Stored records
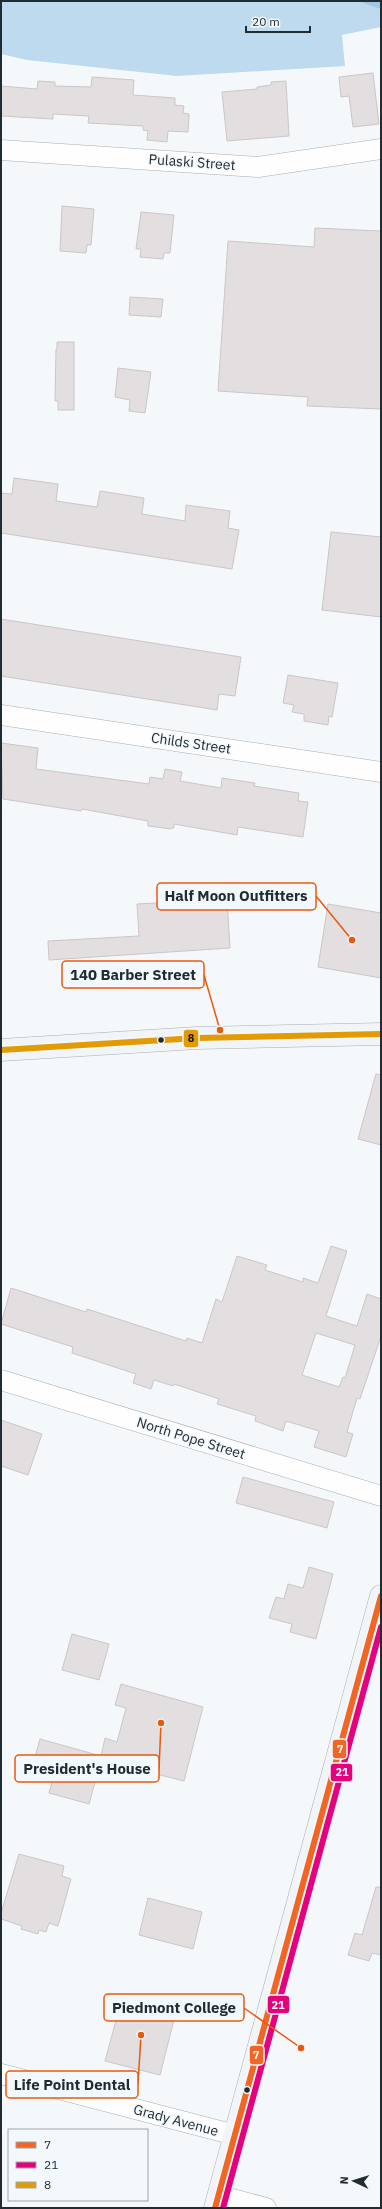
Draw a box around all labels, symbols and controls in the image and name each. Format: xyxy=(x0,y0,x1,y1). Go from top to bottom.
scale bar xyxy=(246,8,310,34)
text: 20 m xyxy=(252,14,280,29)
street label: Pulaski Street xyxy=(148,150,236,174)
street label: Childs Street xyxy=(150,728,232,758)
callout: Half Moon Outfitters xyxy=(157,883,316,910)
text: Half Moon Outfitters xyxy=(164,886,308,905)
callout: 140 Barber Street xyxy=(62,961,204,988)
text: 140 Barber Street xyxy=(70,965,196,984)
line badge: 8 xyxy=(183,1029,199,1048)
text: 8 xyxy=(188,1031,195,1045)
unlabelled marker xyxy=(156,1035,166,1045)
street label: North Pope Street xyxy=(134,1413,248,1463)
line badge: 7 xyxy=(332,1739,347,1759)
text: 7 xyxy=(337,1742,344,1756)
callout: President's House xyxy=(15,1755,159,1782)
text: President's House xyxy=(23,1759,151,1778)
line badge: 21 xyxy=(330,1763,353,1782)
text: 21 xyxy=(335,1765,349,1779)
callout: Piedmont College xyxy=(104,1994,244,2021)
line badge: 21 xyxy=(267,1995,290,2014)
text: Piedmont College xyxy=(112,1998,236,2017)
text: 21 xyxy=(271,1998,285,2012)
line badge: 7 xyxy=(249,2045,264,2065)
text: 7 xyxy=(253,2048,260,2062)
callout: Life Point Dental xyxy=(6,2071,138,2098)
text: Life Point Dental xyxy=(14,2075,131,2094)
unlabelled marker xyxy=(242,2085,252,2095)
street label: Grady Avenue xyxy=(131,2100,221,2140)
legend xyxy=(8,2129,148,2201)
text: 7 xyxy=(44,2137,51,2152)
text: 21 xyxy=(44,2157,58,2172)
north arrow xyxy=(334,2161,374,2201)
text: N xyxy=(337,2176,351,2185)
text: 8 xyxy=(44,2177,51,2192)

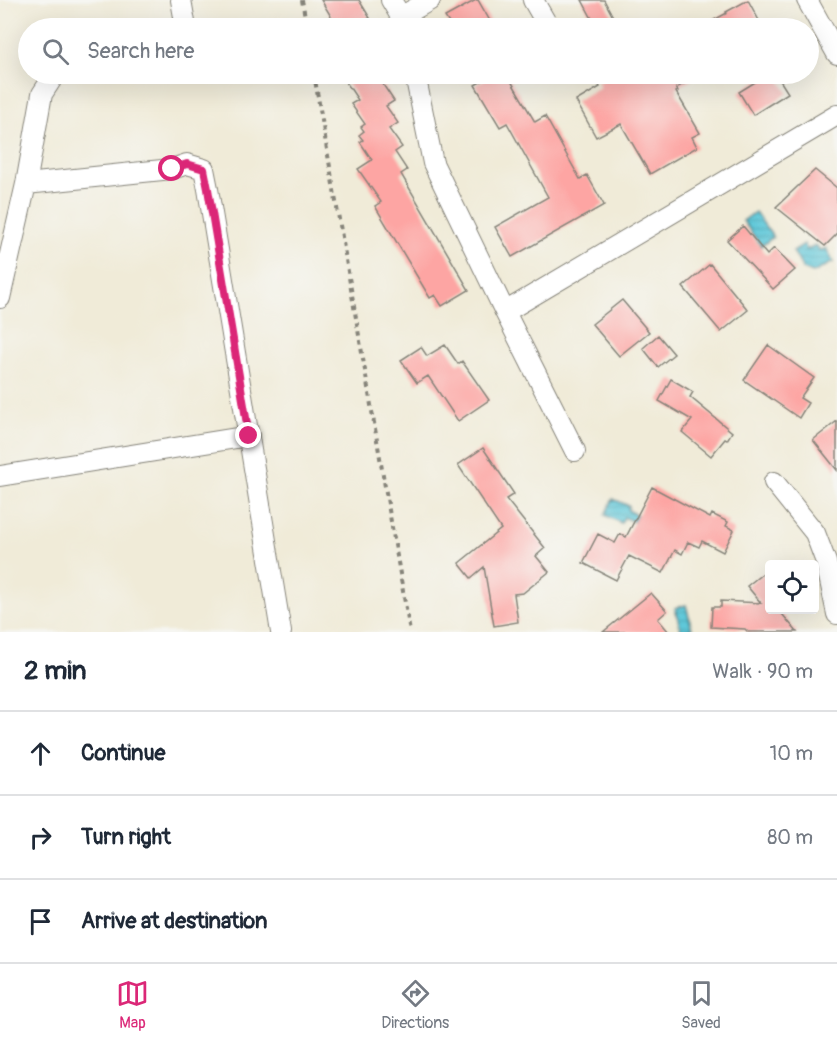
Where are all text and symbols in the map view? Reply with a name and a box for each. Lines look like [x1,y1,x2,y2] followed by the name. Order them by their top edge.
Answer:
[18,18,819,84] search box
[39,35,72,68] icon: search
[87,37,194,65] text: Search here
[158,155,184,181] route start
[235,422,261,448] route end
[765,560,819,614] map controls
[765,560,819,614] button: locate
[24,655,86,687] text: 2 min
[712,659,813,684] text: Walk · 90 m
[24,737,57,770] icon: ahead
[81,739,165,767] text: Continue
[769,741,813,766] text: 10 m
[24,821,57,854] icon: right
[81,823,171,851] text: Turn right
[767,825,813,850] text: 80 m
[24,905,57,938] icon: arrive
[81,907,267,935] text: Arrive at destination
[116,977,149,1033] tab: Map
[381,977,449,1033] tab: Directions
[681,977,721,1033] tab: Saved

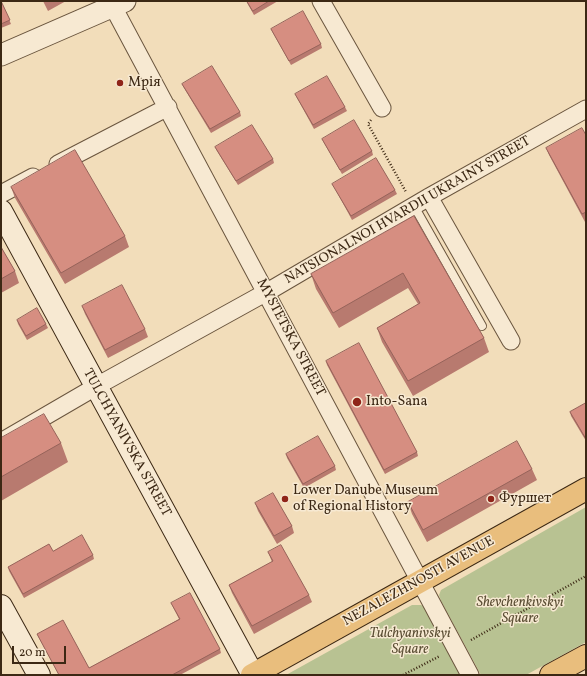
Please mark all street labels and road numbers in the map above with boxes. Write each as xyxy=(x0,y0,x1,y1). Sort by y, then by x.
street label: NATSIONALNOI HVARDII UKRAINY STREET xyxy=(282,133,534,289)
street label: MYSTETSKA STREET xyxy=(252,276,328,400)
street label: TULCHYANIVSKA STREET xyxy=(78,366,174,520)
street label: NEZALEZHNOSTI AVENUE xyxy=(340,533,498,631)

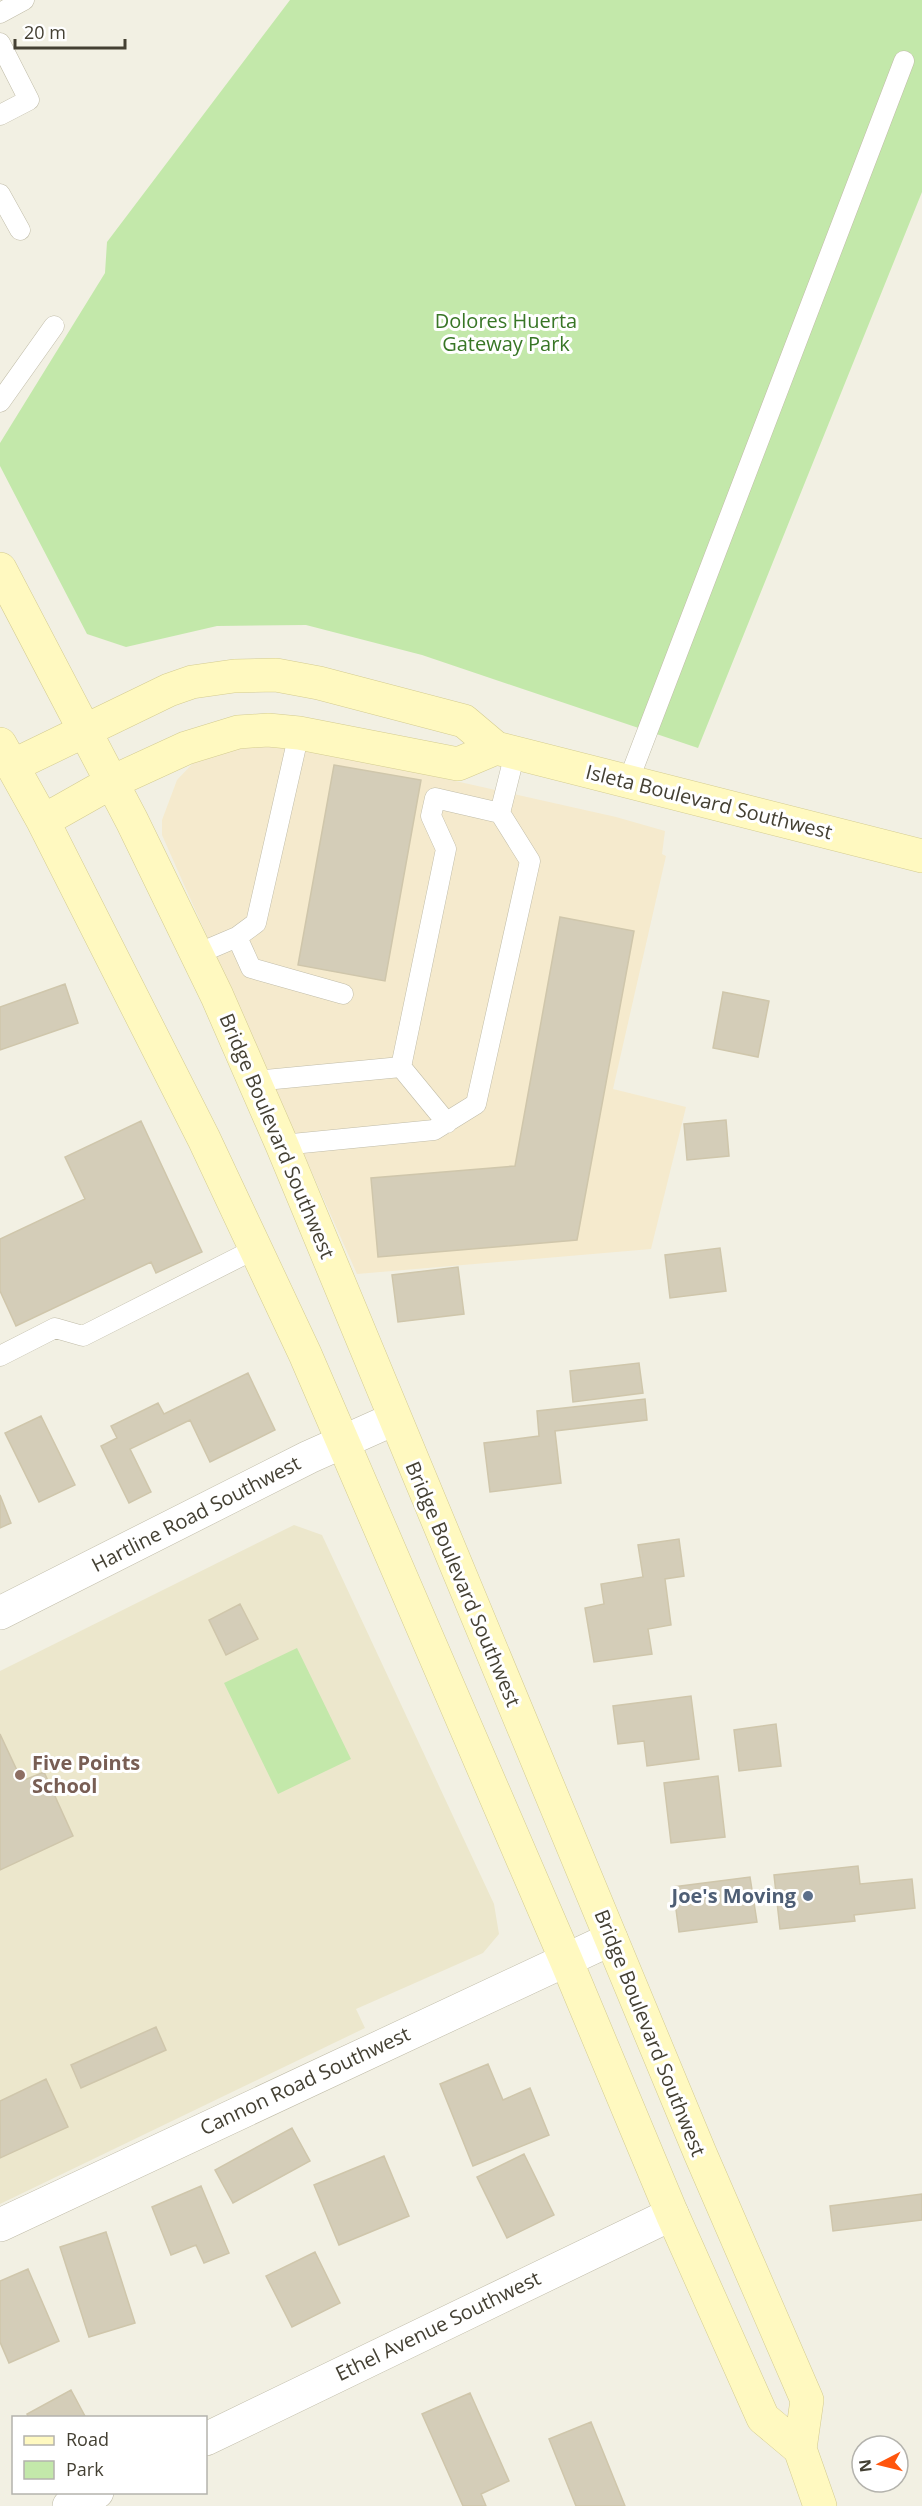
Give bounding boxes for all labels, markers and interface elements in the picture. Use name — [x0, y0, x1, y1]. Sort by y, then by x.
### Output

Exercise instructions: Output every line above exactly as it stands, and drop any picture.

Solution for this exercise:
Draw a box around all labels, symbols and controls in the image and name each. Format: xyxy=(x0,y0,x1,y1). Go from top to bottom.
scale bar xyxy=(246,8,310,34)
text: 20 m xyxy=(252,14,280,29)
street label: Pulaski Street xyxy=(148,150,236,174)
street label: Childs Street xyxy=(150,728,232,758)
callout: Half Moon Outfitters xyxy=(157,883,316,910)
text: Half Moon Outfitters xyxy=(164,886,308,905)
callout: 140 Barber Street xyxy=(62,961,204,988)
text: 140 Barber Street xyxy=(70,965,196,984)
line badge: 8 xyxy=(183,1029,199,1048)
text: 8 xyxy=(188,1031,195,1045)
unlabelled marker xyxy=(156,1035,166,1045)
street label: North Pope Street xyxy=(134,1413,248,1463)
line badge: 7 xyxy=(332,1739,347,1759)
text: 7 xyxy=(337,1742,344,1756)
callout: President's House xyxy=(15,1755,159,1782)
text: President's House xyxy=(23,1759,151,1778)
line badge: 21 xyxy=(330,1763,353,1782)
text: 21 xyxy=(335,1765,349,1779)
callout: Piedmont College xyxy=(104,1994,244,2021)
line badge: 21 xyxy=(267,1995,290,2014)
text: Piedmont College xyxy=(112,1998,236,2017)
text: 21 xyxy=(271,1998,285,2012)
line badge: 7 xyxy=(249,2045,264,2065)
text: 7 xyxy=(253,2048,260,2062)
callout: Life Point Dental xyxy=(6,2071,138,2098)
text: Life Point Dental xyxy=(14,2075,131,2094)
unlabelled marker xyxy=(242,2085,252,2095)
street label: Grady Avenue xyxy=(131,2100,221,2140)
legend xyxy=(8,2129,148,2201)
text: 7 xyxy=(44,2137,51,2152)
text: 21 xyxy=(44,2157,58,2172)
north arrow xyxy=(334,2161,374,2201)
text: N xyxy=(337,2176,351,2185)
text: 8 xyxy=(44,2177,51,2192)

Where are all text and symbols in the map view? Reply with a name and a box for each. Lines look like [x1,y1,x2,y2] followed by the name. Order them by their top edge.
Answer:
[18,18,819,84] search box
[39,35,72,68] icon: search
[87,37,194,65] text: Search here
[158,155,184,181] route start
[235,422,261,448] route end
[765,560,819,614] map controls
[765,560,819,614] button: locate
[24,655,86,687] text: 2 min
[712,659,813,684] text: Walk · 90 m
[24,737,57,770] icon: ahead
[81,739,165,767] text: Continue
[769,741,813,766] text: 10 m
[24,821,57,854] icon: right
[81,823,171,851] text: Turn right
[767,825,813,850] text: 80 m
[24,905,57,938] icon: arrive
[81,907,267,935] text: Arrive at destination
[116,977,149,1033] tab: Map
[381,977,449,1033] tab: Directions
[681,977,721,1033] tab: Saved

Please mark all street labels and road numbers in the map above with boxes. Write each as xyxy=(x0,y0,x1,y1). Sort by y, then by x.
street label: NATSIONALNOI HVARDII UKRAINY STREET xyxy=(282,133,534,289)
street label: MYSTETSKA STREET xyxy=(252,276,328,400)
street label: TULCHYANIVSKA STREET xyxy=(78,366,174,520)
street label: NEZALEZHNOSTI AVENUE xyxy=(340,533,498,631)

Give bounding boxes for all labels, markers and interface elements in the picture. Use name — [x0, y0, x1, y1]. Sort by y, then by x.
### Output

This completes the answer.